Originally started by @willem in PLR Dev Roadmap 2025 - Q1 & Q2 - #9 by willem. I am specifically responding to posts PLR Dev Roadmap 2025 - Q1 & Q2 - #11 by willem and PLR Dev Roadmap 2025 - Q1 & Q2 - #12 by CamilloMoschner
hardcoding plate information is not great as it a) requires contributors to be python programmers with access to a repository, superuser permissions, and time on their hands etc, and b) requires others to update their code in order to use new (other people’s) plates - which makes it harder on you to have a stable release for a while.
If such definitions would be in a database, or separate file, you can start thinking about crowdsourcing such info, or ask vendors if they can supply it in a certain format, independently of any ongoing coding work.
I think I can kind of see what you’re getting at: making the PLR-RL more useful to non-PLR usecases. I think it’s an interesting idea for improving the state of lab automation software. Like separating the PLR-RL from PLR. At one point I was writing a prototype for a system like that: https://github.com/rickwierenga/lwdb
this project is kind of dead (for now) because the added complexity and wanting to do everything is difficult to design from scratch without a clear use case. We (used to) often make changes to the PLR resource ontology, necessitated by specific use cases (which really show what’s needed). Standardization follows implementation. Naming conventions, physical attributes to model, resource relations, etc. When working with non PLR systems, it becomes a headache. The main reason the resource system is in Python/PLR is it’s super easy to iterate on the ontology, write code (for existing contributors), use the definitions, etc.
When we feel like we have converged on a good PLR resource model, we could think about moving the information (plate sizes etc.) to a separate system (other than the plr repo).
I agree with your point about versioning: the PLR-RL should be versioned separately from the main library. (long term goal - right now we have to get things working and i don’t see this as an immediate need.)
Manufacturer’s can already contribute as it is today: fork the repo, make a PR. Very easy to do. They can also have their own python library that can instantiate PLR classes for their resources (PLR would be a dependency of that library).
We already support JSON serialization and deserialization. So you can already communicate about PLR resources without actually running Python.
Regarding documentation / finding resources: it’s a wip. we want to have a nice UI where you can filter resources across the entire PLR-RL. Currently it’s cataloged by manufacturer > resource type. We want to have a Craigslist-level UX.

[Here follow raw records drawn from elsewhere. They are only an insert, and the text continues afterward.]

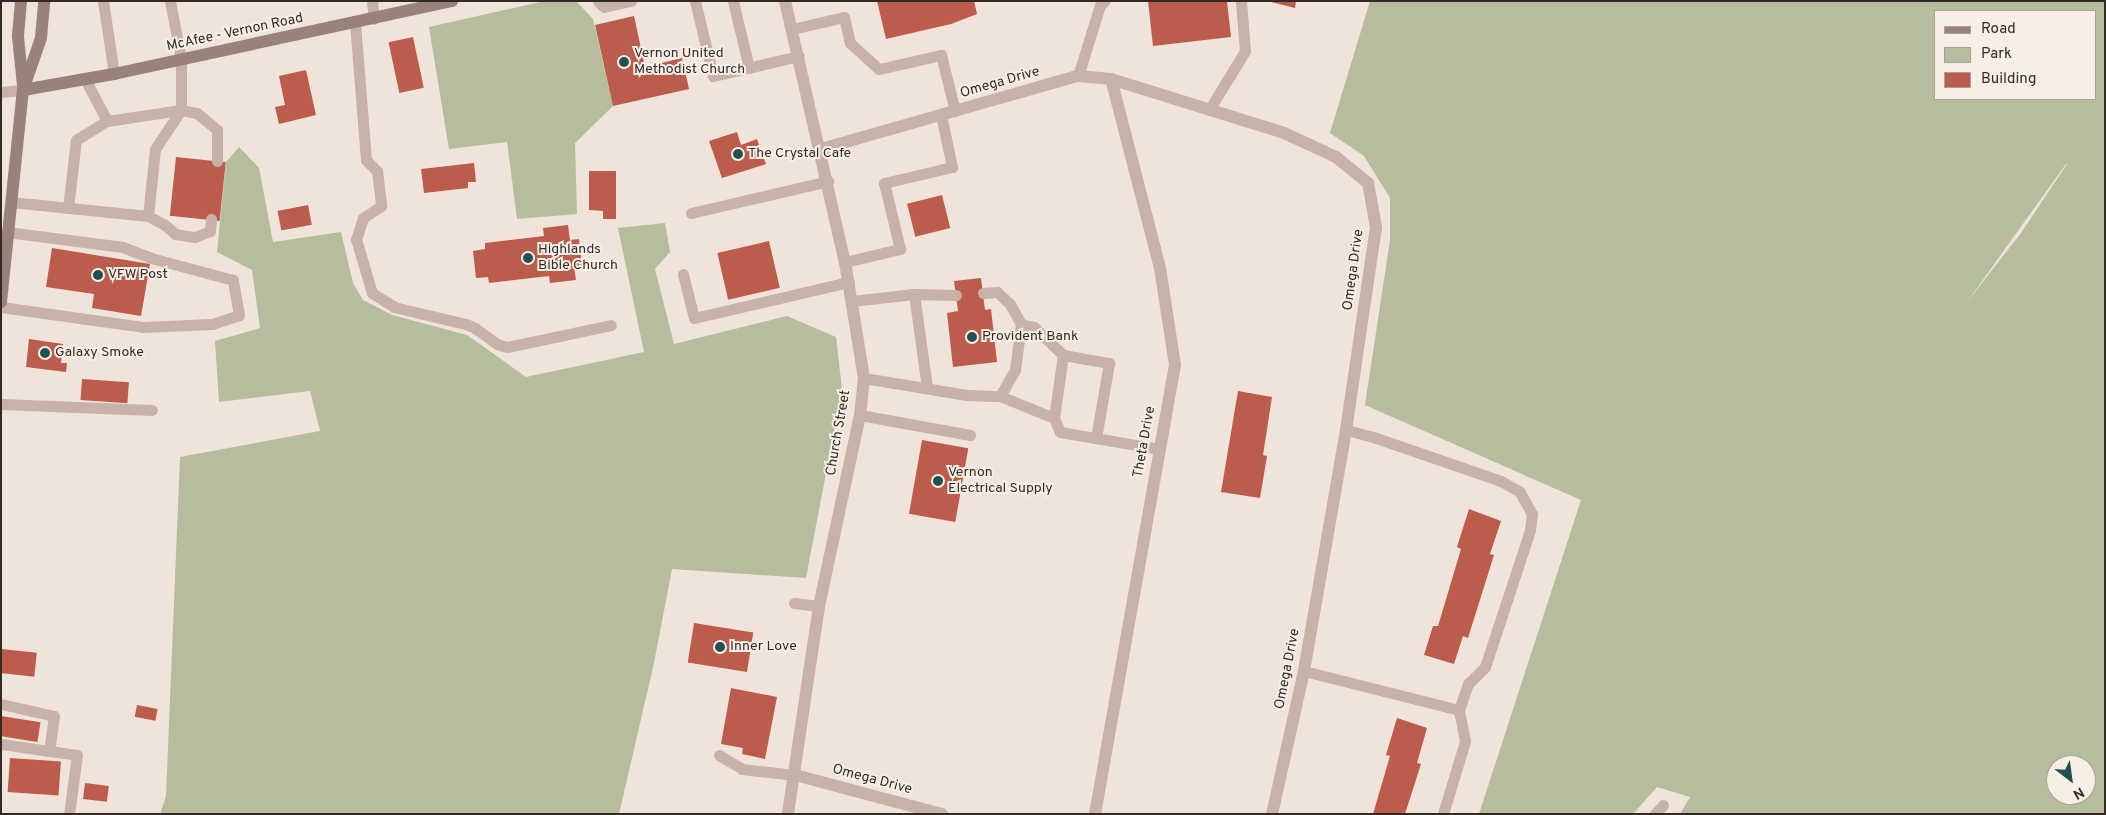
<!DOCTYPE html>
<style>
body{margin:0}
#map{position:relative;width:2106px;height:815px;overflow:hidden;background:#efe3da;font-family:Overpass,sans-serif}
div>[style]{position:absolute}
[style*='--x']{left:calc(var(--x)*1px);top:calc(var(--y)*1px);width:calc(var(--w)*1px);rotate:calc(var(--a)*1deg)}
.green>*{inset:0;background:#b5bd9c}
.building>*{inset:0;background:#bc5c4c;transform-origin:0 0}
.lane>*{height:11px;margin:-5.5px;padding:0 5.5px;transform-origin:5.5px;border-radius:5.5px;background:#c6b2a7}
.street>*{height:12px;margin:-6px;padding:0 6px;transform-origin:6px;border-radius:6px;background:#c6b2a7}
.secondary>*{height:12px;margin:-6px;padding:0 6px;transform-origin:6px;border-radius:6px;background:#998279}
.dots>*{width:14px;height:14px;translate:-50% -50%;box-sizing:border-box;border:2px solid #f7eee6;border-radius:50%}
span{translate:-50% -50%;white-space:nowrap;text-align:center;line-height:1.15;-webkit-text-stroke:4px #f7eee6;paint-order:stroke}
.street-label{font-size:14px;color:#332a27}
.poi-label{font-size:14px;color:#332a27}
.left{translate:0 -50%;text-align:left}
.frame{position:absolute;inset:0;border:2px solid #332a27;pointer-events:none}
.legend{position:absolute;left:1934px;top:10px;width:162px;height:90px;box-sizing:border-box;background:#f7eee6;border:1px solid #a9a09a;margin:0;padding:6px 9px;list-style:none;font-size:15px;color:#332a27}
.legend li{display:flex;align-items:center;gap:10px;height:25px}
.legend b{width:25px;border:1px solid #a9a09a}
.north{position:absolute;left:2046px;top:755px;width:50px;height:50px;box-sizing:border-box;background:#f7eee6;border:1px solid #a9a09a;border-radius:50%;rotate:150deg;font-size:14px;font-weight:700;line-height:20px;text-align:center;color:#332a27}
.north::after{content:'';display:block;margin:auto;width:18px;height:22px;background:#205150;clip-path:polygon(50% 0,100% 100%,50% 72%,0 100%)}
</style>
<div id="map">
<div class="green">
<div style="clip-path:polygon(545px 1px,576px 1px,593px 19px,613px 106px,575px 143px,577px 214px,517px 219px,507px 142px,449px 149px,429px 27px)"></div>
<div style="clip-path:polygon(evenodd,1370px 1px,2105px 1px,2105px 814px,1680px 814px,1690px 797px,1657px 787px,1633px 814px,1479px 814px,1581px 500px,1365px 405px,1390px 240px,1390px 198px,1364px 156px,1330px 133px,1370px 1px,1935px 11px,2095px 11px,2095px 99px,1935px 99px,1935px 11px,1370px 1px,2067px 164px,2021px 233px,1967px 302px,2066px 164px,2067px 164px,1370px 1px,2056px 765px,2086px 765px,2086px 795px,2056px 795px,2056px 765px)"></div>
<div style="clip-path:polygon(239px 147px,259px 168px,273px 242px,341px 232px,353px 283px,363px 300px,392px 315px,467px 335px,526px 377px,644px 352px,618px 228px,665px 223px,670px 252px,655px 269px,674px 344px,787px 316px,836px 337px,842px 389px,806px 578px,672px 569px,654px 663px,619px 814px,160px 814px,166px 796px,180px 457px,320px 431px,310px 391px,219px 402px,215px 341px,260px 328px,252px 270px,217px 252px,226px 162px)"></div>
</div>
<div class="building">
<div style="clip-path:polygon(877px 1px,974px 1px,977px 14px,951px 24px,886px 39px)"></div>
<div style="clip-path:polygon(1148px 1px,1227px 1px,1231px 37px,1153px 46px)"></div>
<div style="clip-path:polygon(1267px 1px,1296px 1px,1295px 8px)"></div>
<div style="clip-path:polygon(634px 16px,645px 67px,682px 58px,689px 89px,613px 106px,595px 25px)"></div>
<div style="left:413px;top:37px;width:52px;height:25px;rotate:78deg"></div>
<div style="clip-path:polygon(306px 70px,316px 115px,279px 124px,275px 107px,285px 105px,279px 76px)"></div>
<div style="clip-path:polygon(737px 132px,741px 145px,757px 139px,766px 164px,722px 178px,709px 141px)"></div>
<div style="left:176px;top:157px;width:50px;height:59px;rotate:6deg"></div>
<div style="clip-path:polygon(474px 163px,476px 182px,468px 182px,468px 188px,424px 193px,421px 169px)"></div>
<div style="clip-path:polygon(589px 171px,616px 171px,616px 219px,603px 219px,603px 211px,589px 210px)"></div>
<div style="left:942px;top:195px;width:34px;height:36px;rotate:76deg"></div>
<div style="left:308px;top:205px;width:20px;height:31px;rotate:79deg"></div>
<div style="clip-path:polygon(568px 225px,570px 240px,579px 239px,582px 266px,574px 267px,576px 280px,550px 283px,549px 276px,489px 283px,488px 277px,476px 278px,473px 251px,485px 249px,485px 243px,544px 236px,543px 228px)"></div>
<div style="left:769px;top:241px;width:48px;height:53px;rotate:77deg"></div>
<div style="clip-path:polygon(52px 248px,150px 264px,141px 316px,92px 308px,94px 294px,46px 287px)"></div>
<div style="clip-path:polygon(981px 278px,985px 310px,991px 309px,997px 362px,953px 367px,947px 313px,958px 311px,954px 281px)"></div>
<div style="clip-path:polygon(29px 339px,63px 344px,61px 363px,67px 363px,66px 372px,26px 367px)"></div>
<div style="left:82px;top:379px;width:47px;height:21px;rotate:4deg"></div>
<div style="clip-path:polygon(1238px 391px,1272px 397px,1263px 455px,1267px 456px,1260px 498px,1221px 492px)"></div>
<div style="left:922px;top:440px;width:47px;height:75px;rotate:10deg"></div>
<div style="clip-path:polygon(1469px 509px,1501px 521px,1490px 554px,1494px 555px,1468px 638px,1463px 636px,1454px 664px,1424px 655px,1433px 626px,1438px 626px,1461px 549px,1457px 547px)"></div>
<div style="left:694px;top:623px;width:60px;height:40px;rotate:9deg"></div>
<div style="left:1px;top:649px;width:36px;height:24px;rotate:6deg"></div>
<div style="clip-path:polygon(731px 688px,777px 697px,765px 759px,742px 754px,743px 748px,721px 744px)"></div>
<div style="left:137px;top:705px;width:21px;height:12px;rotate:11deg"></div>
<div style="left:1px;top:716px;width:40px;height:20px;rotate:9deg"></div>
<div style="clip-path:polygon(1397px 718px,1427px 728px,1417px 763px,1421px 764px,1405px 814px,1373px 814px,1390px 756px,1386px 755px)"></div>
<div style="left:10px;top:758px;width:51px;height:34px;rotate:4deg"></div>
<div style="left:85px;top:783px;width:24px;height:16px;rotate:7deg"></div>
</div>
<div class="lane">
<div style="--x:103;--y:1;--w:74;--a:81.4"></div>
<div style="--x:372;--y:1;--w:18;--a:84"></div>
<div style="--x:598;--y:1;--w:8;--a:45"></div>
<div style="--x:604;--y:7;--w:28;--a:-13"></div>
<div style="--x:695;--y:1;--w:77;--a:76.5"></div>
<div style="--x:713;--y:76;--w:88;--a:-13.1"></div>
<div style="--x:733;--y:1;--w:69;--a:76.6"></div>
<div style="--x:355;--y:23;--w:137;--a:85.4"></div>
<div style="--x:366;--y:160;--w:16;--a:45"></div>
<div style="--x:377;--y:171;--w:35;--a:83"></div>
<div style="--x:381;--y:206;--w:22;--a:146"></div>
<div style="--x:363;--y:218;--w:22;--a:108"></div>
<div style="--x:356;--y:239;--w:56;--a:73.5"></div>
<div style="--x:372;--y:293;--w:26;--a:32"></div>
<div style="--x:394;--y:307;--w:74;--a:13.3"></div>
<div style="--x:466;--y:324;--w:10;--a:24"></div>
<div style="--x:475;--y:328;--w:27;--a:36"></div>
<div style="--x:497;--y:344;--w:10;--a:17"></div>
<div style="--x:507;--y:347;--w:106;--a:-11.9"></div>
<div style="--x:792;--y:29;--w:53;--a:-13"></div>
<div style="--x:844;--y:17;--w:27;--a:77"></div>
<div style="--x:850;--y:43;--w:39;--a:42"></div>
<div style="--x:879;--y:69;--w:64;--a:-12.7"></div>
<div style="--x:941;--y:55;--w:58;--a:76"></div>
<div style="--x:1078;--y:76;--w:74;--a:-72.8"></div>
<div style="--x:1100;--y:5;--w:6;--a:-39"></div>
<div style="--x:85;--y:79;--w:47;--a:62.4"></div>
<div style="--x:1;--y:92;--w:22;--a:-5"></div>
<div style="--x:1209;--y:110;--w:69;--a:-58.6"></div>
<div style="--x:1245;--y:51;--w:50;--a:-94.6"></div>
<div style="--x:11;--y:202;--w:138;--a:5.8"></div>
<div style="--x:148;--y:216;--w:67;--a:-84"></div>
<div style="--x:155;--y:149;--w:47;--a:-56.3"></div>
<div style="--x:181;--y:110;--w:51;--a:-90"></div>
<div style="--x:181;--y:59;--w:59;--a:-100.7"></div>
<div style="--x:68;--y:208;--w:68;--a:-83.3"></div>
<div style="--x:76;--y:140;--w:36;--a:-32"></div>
<div style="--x:107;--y:121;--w:75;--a:-8.5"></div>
<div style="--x:181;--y:110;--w:16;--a:11"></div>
<div style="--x:197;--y:113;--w:26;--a:40"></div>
<div style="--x:217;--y:130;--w:31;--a:90"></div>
<div style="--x:691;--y:213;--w:141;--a:-13.1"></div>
<div style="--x:148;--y:216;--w:19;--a:28"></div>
<div style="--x:165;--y:225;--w:13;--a:42"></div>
<div style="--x:175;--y:234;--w:20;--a:9"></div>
<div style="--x:195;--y:237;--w:16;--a:-22"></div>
<div style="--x:210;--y:231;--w:12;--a:-85"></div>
<div style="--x:845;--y:262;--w:57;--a:-13.3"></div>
<div style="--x:900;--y:249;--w:68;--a:-103.6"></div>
<div style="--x:884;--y:183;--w:70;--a:-13.2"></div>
<div style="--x:952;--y:167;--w:53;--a:-101.9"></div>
<div style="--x:683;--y:274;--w:45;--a:76"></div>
<div style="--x:694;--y:318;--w:159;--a:-13.1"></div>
<div style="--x:914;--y:294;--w:95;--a:82.1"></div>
<div style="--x:852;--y:301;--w:62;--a:-6.4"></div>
<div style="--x:914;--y:294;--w:42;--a:1.4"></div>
<div style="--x:1;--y:307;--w:143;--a:8"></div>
<div style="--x:143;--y:327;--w:69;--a:-2.5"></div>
<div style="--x:212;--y:324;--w:28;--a:-18"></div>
<div style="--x:239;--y:315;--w:36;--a:-100"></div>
<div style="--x:233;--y:280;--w:85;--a:-165"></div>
<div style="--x:151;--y:258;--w:30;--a:-159"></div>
<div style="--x:123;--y:247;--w:117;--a:-172.6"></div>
<div style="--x:1021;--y:324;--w:13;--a:13"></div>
<div style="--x:1034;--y:327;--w:40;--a:44"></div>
<div style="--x:1063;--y:355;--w:47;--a:9.9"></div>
<div style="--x:1109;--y:363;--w:76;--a:99.8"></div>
<div style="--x:864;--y:378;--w:104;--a:9.4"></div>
<div style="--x:967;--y:395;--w:33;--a:2"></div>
<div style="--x:1000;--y:396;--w:30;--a:-60"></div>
<div style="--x:1015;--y:370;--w:46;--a:-82.6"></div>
<div style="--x:1021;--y:324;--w:23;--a:-119"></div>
<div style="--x:1010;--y:304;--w:18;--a:-137"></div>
<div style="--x:997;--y:292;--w:14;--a:176"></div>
<div style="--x:1000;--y:396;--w:58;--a:22.2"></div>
<div style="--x:1054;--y:418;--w:15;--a:67"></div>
<div style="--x:1060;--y:432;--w:100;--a:9.7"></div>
<div style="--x:1;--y:404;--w:151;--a:2.3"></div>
<div style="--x:860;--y:415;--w:112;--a:10.3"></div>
<div style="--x:1054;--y:418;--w:64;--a:-81.9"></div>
<div style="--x:794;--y:603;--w:25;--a:7"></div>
<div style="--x:1304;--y:671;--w:160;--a:14.1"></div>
<div style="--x:1459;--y:710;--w:28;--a:-71"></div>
<div style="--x:1468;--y:684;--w:24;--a:-45"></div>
<div style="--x:1485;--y:667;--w:144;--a:-71.8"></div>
<div style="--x:1530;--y:530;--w:16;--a:-83"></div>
<div style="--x:1532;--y:514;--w:25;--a:-119"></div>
<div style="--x:1520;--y:492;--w:22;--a:-150"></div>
<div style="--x:1501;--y:481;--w:135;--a:-161"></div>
<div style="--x:1373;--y:437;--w:28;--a:-165"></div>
<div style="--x:1;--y:704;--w:54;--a:12.8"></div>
<div style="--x:54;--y:716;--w:35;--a:98"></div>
<div style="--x:49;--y:751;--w:49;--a:-171.7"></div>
<div style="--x:49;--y:751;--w:28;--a:8"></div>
<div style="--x:77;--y:755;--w:60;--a:97.7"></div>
<div style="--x:719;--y:755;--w:27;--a:31"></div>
<div style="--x:742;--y:769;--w:53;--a:6.5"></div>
<div style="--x:1443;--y:814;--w:76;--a:-73.2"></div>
<div style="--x:1465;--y:741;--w:32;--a:-101"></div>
<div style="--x:1655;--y:814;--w:12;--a:-48"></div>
</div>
<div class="street">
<div style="--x:785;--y:1;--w:268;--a:77.1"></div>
<div style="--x:845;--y:262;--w:118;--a:80.7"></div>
<div style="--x:864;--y:378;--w:37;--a:96"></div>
<div style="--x:860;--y:415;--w:195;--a:102.1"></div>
<div style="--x:819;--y:606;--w:210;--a:98.5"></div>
<div style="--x:821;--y:149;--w:267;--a:-15.9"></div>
<div style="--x:1078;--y:76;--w:33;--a:5"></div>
<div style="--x:1111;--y:79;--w:181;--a:17.3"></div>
<div style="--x:1284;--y:133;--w:57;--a:24.8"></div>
<div style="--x:1336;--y:157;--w:41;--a:39.1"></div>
<div style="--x:1368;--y:183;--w:45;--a:79.7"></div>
<div style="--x:1376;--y:227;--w:205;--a:98.4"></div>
<div style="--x:1346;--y:430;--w:245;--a:99.9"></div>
<div style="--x:1304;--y:671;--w:147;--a:102.6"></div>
<div style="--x:795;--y:775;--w:152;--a:14.9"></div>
<div style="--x:1095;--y:814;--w:456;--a:-79.9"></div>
<div style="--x:1175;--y:365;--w:98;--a:-98.8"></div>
<div style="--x:1160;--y:268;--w:195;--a:-104.5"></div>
</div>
<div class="secondary">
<div style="--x:21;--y:1;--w:36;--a:95"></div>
<div style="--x:18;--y:37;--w:48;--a:84.1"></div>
<div style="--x:23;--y:90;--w:92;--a:-10"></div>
<div style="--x:114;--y:74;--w:346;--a:-12.2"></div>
<div style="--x:1;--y:302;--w:213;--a:-84.1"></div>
<div style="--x:23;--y:90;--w:55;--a:-70.9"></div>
<div style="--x:41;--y:38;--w:37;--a:-85"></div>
</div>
<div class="dots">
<div style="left:624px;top:62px;background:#205150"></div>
<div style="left:738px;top:154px;background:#205150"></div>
<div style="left:528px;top:258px;background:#205150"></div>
<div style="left:98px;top:275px;background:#205150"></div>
<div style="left:972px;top:337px;background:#205150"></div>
<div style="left:45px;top:353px;background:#205150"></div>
<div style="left:938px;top:481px;background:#205150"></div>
<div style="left:720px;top:647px;background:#205150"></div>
</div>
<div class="street-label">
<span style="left:235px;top:33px;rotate:-12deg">McAfee - Vernon Road</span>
<span style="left:1000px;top:83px;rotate:-16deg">Omega Drive</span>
<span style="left:1354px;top:270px;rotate:-82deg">Omega Drive</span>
<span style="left:839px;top:433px;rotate:-80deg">Church Street</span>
<span style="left:1145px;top:442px;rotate:-80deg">Theta Drive</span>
<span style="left:1288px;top:669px;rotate:-79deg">Omega Drive</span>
<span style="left:872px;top:780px;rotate:15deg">Omega Drive</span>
</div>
<div class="poi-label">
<span class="left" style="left:634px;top:62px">Vernon United<br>Methodist Church</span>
<span class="left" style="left:748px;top:154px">The Crystal Cafe</span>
<span class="left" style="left:538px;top:258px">Highlands<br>Bible Church</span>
<span class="left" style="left:108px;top:275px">VFW Post</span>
<span class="left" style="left:982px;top:337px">Provident Bank</span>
<span class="left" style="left:55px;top:353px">Galaxy Smoke</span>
<span class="left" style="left:948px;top:481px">Vernon<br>Electrical Supply</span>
<span class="left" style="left:730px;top:647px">Inner Love</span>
</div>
<div class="frame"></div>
<ul class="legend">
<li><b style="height:6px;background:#998279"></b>Road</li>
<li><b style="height:14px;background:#b5bd9c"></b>Park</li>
<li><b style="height:14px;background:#bc5c4c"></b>Building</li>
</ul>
<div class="north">N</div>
</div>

Do you have a specific use case in mind? I think a lot can be done with the current Python apis, albeit a bit hacky.
superuser permissions
for contributing to PLR? or running python code? i am a little confused.
but it misses the point
i am not sure if I hit “the point” above, but as far as I understand you’re approximately describing a centralized labware database slightly separated from main PLR. I agree this is necessary and we’ll probably build it. But it also comes with a lot of added complexity that would slow down development.